Material provided Start Marker
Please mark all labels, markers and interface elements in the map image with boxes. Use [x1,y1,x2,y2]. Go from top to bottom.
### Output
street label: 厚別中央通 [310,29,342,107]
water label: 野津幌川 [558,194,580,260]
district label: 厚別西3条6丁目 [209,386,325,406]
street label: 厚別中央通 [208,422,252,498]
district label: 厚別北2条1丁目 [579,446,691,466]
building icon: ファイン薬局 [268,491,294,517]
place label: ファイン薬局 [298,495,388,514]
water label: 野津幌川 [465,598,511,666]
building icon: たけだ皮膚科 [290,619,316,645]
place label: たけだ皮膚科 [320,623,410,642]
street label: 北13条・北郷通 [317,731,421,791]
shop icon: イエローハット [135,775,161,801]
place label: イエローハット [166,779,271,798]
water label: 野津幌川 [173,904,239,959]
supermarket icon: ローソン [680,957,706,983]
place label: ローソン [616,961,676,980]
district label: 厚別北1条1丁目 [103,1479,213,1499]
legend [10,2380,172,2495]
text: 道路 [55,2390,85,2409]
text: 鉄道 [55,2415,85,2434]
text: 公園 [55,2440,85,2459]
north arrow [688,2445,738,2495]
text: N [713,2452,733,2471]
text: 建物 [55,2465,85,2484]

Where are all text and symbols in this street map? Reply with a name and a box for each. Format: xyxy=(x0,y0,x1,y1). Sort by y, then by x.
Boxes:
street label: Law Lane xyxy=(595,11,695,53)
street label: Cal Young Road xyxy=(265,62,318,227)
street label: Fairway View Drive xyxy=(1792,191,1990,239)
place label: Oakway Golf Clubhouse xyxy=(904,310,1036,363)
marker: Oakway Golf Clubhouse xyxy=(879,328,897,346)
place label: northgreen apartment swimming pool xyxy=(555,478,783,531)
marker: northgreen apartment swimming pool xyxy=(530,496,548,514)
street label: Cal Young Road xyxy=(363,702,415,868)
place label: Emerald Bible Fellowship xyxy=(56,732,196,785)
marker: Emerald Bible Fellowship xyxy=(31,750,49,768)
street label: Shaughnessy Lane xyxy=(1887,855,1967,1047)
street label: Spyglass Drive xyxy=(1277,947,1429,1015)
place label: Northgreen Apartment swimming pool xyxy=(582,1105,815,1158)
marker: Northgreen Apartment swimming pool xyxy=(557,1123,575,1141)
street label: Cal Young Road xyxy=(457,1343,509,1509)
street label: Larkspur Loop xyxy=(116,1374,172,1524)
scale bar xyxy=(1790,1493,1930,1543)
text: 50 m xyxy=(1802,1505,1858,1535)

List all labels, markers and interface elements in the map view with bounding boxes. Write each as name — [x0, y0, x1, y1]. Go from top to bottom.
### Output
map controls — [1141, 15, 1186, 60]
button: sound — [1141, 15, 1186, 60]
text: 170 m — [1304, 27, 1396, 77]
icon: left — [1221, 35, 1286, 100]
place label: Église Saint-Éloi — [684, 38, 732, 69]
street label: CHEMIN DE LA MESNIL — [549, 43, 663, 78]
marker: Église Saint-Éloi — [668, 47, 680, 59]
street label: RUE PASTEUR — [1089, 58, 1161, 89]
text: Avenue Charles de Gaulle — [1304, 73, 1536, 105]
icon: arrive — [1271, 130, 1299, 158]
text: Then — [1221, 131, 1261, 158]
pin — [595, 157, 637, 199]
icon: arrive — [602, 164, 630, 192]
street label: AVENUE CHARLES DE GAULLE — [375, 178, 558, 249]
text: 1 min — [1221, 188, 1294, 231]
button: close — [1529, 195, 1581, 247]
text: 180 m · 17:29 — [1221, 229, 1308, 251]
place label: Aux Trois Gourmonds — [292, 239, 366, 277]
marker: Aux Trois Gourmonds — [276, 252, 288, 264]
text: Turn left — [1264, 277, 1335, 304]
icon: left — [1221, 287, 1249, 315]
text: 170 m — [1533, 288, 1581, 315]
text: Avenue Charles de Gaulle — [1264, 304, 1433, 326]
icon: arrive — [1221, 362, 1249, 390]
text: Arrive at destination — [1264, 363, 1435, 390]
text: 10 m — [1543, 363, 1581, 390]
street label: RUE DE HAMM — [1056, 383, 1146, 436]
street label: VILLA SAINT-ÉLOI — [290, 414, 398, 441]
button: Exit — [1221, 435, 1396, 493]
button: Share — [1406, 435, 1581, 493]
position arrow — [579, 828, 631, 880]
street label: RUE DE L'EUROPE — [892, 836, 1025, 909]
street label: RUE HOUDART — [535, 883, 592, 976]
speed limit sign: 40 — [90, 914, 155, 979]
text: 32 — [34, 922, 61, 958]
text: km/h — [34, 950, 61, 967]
Material provided End Marker
Every line in the data that holds the string "ローソン" should be returned.

supermarket icon: ローソン [680,957,706,983]
place label: ローソン [616,961,676,980]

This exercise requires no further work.